The Fires Burning Up The Amazon — An Explainer


Getty Image

Wild forest fires are often unpredictable and nearly unstoppable forces of nature. Right now, a vast area of the Amazon Rainforest is ablaze. The fire is spreading so fast that, according to reports from the BBC, a football field is incinerated every minute. This has been going on for over three weeks and even longer along the fringes of the world’s lungs (the Amazon Rainforest accounts for 20 percent of the entire planet’s oxygen).

So what the hell is going on? Also, why was the Amazon Rainforest only trending on Twitter for the first time yesterday? We explore.

The Political Side Of The Matter

Brazil’s newly elected leader, Jair Bolsonaro, campaigned on reopening the Brazilian Rainforest for industrialization. He even went so far as to promise he’d take away all Indigenous territories and “give guns” to ranchers, loggers, and miners. It was dire campaign rhetoric from a far-right candidate. The thing is, he seems to be doing exactly what he promised.

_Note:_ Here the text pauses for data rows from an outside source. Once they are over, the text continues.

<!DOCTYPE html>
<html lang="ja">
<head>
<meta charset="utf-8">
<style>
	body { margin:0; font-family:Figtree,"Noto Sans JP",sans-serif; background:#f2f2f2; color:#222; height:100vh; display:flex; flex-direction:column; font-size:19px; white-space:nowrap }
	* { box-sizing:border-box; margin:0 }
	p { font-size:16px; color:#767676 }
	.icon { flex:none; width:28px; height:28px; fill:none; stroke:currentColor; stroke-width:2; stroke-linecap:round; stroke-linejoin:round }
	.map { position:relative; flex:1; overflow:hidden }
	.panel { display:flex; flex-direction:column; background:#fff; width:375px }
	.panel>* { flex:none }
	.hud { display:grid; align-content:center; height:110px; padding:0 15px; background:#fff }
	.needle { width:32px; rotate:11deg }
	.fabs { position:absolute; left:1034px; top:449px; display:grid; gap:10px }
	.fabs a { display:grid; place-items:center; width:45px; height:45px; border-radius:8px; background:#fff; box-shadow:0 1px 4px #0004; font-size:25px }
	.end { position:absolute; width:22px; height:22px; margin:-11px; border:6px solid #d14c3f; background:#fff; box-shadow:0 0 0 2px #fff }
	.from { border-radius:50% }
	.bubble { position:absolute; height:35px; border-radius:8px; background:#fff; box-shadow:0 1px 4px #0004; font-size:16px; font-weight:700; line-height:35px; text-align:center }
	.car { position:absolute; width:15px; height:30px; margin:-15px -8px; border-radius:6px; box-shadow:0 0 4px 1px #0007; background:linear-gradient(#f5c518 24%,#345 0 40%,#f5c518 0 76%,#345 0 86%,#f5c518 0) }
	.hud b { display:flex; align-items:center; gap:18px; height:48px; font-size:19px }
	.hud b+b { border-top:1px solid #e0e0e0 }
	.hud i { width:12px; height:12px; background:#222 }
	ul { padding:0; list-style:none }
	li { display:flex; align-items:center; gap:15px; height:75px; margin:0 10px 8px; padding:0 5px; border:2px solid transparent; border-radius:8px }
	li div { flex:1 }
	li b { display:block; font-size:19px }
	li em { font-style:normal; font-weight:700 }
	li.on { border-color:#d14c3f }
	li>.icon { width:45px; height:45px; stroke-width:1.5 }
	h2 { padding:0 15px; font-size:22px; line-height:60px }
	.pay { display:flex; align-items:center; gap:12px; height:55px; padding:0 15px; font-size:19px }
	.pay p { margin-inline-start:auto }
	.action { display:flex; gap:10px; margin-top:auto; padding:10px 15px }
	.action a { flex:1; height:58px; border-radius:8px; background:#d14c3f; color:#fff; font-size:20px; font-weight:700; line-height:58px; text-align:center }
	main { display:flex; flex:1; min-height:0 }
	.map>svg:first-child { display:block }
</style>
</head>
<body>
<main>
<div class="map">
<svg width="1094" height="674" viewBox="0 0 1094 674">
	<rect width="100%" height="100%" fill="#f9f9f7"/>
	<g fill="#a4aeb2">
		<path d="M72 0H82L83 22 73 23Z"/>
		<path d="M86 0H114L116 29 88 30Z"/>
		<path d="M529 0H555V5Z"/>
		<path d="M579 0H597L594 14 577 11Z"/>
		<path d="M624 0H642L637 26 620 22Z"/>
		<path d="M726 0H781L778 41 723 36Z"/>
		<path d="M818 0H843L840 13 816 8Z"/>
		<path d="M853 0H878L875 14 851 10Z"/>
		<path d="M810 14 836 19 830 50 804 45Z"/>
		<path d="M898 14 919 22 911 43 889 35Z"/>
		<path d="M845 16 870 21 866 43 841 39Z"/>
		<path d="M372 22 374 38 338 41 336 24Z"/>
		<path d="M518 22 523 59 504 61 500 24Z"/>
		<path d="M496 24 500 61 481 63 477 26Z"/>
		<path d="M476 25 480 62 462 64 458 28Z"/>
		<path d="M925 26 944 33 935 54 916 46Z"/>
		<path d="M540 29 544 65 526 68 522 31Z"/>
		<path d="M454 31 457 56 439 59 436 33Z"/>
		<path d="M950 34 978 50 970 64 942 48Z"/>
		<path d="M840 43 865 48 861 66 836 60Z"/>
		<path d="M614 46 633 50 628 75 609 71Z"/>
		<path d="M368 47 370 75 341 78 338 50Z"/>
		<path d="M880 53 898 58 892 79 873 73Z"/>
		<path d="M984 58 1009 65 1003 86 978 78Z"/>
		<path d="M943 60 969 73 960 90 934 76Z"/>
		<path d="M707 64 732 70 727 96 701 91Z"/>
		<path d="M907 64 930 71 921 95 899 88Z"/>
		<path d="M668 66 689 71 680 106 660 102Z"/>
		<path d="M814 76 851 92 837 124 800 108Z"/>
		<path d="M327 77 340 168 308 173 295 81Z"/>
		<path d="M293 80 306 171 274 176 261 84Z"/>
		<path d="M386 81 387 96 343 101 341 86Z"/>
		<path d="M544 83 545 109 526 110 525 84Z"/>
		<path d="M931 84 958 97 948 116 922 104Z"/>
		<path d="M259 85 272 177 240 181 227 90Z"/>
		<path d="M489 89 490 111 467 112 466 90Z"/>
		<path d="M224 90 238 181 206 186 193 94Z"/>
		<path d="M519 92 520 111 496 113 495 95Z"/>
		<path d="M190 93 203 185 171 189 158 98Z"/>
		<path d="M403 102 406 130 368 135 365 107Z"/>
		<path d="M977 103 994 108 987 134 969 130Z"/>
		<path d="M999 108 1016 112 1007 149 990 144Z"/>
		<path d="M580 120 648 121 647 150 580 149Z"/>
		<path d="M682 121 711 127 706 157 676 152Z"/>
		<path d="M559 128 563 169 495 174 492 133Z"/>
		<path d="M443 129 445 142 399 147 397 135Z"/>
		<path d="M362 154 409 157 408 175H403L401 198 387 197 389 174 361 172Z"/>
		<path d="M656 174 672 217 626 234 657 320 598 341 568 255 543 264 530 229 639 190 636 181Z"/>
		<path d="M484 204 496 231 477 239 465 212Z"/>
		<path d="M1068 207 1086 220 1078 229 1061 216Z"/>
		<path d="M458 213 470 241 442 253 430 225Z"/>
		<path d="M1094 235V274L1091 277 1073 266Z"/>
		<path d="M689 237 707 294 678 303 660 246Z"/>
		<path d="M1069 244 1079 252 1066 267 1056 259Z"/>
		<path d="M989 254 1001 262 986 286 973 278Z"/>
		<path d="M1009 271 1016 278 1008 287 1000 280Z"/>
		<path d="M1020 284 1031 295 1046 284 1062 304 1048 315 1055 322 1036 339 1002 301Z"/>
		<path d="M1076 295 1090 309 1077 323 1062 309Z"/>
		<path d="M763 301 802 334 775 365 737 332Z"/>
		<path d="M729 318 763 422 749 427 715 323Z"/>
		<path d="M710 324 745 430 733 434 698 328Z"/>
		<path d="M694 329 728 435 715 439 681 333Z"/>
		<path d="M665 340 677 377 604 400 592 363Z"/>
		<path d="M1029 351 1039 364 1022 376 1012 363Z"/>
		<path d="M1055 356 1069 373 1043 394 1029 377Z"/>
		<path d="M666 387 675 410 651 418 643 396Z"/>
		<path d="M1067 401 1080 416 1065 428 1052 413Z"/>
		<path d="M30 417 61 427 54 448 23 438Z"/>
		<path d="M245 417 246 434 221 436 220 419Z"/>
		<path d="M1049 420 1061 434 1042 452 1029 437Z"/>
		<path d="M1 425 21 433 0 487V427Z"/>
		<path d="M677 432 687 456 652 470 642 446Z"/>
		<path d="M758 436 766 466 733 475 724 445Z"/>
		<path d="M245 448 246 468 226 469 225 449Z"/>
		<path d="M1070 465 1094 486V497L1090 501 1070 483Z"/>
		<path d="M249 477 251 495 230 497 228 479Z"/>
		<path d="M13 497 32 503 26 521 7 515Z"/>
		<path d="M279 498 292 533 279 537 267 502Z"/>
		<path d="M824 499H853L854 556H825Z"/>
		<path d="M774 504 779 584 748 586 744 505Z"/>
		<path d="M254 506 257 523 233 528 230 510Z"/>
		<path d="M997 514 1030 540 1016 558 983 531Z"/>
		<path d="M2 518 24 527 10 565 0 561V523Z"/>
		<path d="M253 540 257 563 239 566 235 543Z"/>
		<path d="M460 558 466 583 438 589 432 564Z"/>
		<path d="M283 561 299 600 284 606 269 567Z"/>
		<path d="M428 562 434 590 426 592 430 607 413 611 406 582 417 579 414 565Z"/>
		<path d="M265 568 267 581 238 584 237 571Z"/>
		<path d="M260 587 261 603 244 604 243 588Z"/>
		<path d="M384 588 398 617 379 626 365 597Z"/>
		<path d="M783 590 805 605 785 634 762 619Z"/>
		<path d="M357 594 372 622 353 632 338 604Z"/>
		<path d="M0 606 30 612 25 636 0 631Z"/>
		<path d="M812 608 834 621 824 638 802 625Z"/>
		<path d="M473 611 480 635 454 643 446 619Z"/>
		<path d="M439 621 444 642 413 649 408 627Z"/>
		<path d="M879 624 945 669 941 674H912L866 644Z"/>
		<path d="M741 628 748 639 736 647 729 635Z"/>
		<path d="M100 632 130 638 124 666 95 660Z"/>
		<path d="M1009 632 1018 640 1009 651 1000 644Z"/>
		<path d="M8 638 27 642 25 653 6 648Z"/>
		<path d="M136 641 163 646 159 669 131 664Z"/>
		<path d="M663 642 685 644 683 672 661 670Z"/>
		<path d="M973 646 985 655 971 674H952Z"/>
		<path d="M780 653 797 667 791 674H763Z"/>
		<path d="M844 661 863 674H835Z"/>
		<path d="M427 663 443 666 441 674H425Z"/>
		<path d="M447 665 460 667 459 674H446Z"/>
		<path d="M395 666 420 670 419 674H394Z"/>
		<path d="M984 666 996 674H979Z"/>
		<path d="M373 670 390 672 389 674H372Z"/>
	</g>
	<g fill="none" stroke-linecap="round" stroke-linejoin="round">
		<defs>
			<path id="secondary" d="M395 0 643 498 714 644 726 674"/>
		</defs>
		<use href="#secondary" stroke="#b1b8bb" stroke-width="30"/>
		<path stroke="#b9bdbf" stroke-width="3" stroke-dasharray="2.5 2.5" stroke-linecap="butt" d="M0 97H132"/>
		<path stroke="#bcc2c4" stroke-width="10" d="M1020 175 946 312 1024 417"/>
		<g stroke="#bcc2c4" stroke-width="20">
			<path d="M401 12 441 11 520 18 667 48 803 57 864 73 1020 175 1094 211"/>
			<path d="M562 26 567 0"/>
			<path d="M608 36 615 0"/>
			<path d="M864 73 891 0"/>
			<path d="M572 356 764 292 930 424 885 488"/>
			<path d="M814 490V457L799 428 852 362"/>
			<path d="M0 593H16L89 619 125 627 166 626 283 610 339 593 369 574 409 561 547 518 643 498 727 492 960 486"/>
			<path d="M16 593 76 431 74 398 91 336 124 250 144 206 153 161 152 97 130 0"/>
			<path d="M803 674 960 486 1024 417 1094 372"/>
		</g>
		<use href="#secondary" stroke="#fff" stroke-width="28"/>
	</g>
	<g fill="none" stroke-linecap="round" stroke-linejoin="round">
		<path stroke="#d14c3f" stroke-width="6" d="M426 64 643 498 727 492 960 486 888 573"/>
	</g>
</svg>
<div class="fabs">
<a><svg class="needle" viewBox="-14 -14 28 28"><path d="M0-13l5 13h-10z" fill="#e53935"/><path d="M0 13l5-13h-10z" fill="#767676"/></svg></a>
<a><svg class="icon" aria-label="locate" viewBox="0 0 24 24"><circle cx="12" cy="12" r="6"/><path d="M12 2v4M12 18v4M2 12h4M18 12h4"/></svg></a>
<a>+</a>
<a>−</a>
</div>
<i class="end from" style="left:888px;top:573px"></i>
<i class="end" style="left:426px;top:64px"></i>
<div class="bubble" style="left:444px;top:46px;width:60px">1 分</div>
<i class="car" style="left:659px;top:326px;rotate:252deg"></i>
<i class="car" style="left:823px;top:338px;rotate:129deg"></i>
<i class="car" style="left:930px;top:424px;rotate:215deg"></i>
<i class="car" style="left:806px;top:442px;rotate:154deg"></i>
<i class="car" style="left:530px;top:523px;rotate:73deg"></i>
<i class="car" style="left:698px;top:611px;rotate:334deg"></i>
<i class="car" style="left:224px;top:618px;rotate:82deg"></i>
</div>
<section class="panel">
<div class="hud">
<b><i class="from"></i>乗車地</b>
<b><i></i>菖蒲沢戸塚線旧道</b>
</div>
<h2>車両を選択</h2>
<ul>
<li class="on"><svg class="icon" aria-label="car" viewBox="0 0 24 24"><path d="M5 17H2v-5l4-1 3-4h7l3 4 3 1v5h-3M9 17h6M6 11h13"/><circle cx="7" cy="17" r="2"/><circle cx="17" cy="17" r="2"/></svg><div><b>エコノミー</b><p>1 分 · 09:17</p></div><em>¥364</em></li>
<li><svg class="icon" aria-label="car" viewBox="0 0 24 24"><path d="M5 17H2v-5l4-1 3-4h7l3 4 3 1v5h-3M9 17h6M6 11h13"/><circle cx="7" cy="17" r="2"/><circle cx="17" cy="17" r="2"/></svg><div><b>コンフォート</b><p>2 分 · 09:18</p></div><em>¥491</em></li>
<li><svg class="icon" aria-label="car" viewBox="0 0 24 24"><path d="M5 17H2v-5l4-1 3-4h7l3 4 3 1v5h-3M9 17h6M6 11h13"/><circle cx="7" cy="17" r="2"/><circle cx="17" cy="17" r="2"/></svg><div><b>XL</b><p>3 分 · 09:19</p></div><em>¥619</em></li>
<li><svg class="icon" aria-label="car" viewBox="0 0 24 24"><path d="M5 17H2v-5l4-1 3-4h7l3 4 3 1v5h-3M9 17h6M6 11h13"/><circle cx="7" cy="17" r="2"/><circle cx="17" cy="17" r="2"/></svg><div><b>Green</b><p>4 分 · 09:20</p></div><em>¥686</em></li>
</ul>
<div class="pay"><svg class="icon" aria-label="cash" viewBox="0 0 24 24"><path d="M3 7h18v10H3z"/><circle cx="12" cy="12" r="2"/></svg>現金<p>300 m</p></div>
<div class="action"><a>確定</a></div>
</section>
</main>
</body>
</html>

Life for Brazil’s Indigenous populations has been devastated. And, within a week, Brazil’s parliament will vote on whether to take all rights away from Indigenous landholders and give agribusiness and the mineral extraction industry a “legal” right to take whatever they want from whomever they want.

So, what does all of this have to do with the Amazon Rainforest burning down at alarming rates? Well, basically, farmers, loggers, and miners are simply clearing the land of forest, animals, and people with the instrument of fire. They’re emboldened, no doubt, by Bolsonaro and his cadre of comrades. In short, their tactic is to clear the land and displace the Indigenous population is uncontrolled wildfire.

Why You Should Care

First off, we sort of need the Amazon to survive on this planet. As mentioned above, the forest produces 20-percent of all oxygen that we breathe. That’s before we even get to how losing a forest that big will accelerate extremes in weather around the globe and the melting of the ice caps, which is already happening at breakneck speeds.

Yes, the forest has been on fire before. However, according to reliable resources reported on by the BBC, this year has already seen “74,000 fires between January and August — the highest number since records began in 2013.” Then, just in the last six days, there have been another “9,500 forest fires” reported, also according to the BBC. To put that in perspective, that’s double the number of fires from last year and we’re not even in September yet (when parts of Brazil inch closer to their summer).

What Now?

We’d really like to end this on a positive note. But, well, there aren’t many to find in this story. Bolsonaro has taken to blaming the NGOs who were there protecting the forests in his speeches with no evidence to support his claims whatsoever according to reporting from The Guardian. Bolsonaro has also fired the head of Brazil’s National Space Research Institute for drawing attention to the massive acceleration of deforestation happening in Brazil and the ensuing wildfires.

The only silver lining seems to be that people are starting to take note outside of Brazil as information trickles out. Yesterday, #AmazonRainforest started to trend on Twitter and Instagram has been filling with calls for action to stop the fires.

What will come of the online outcry? As sad as it is to admit, at this point, we really don’t know.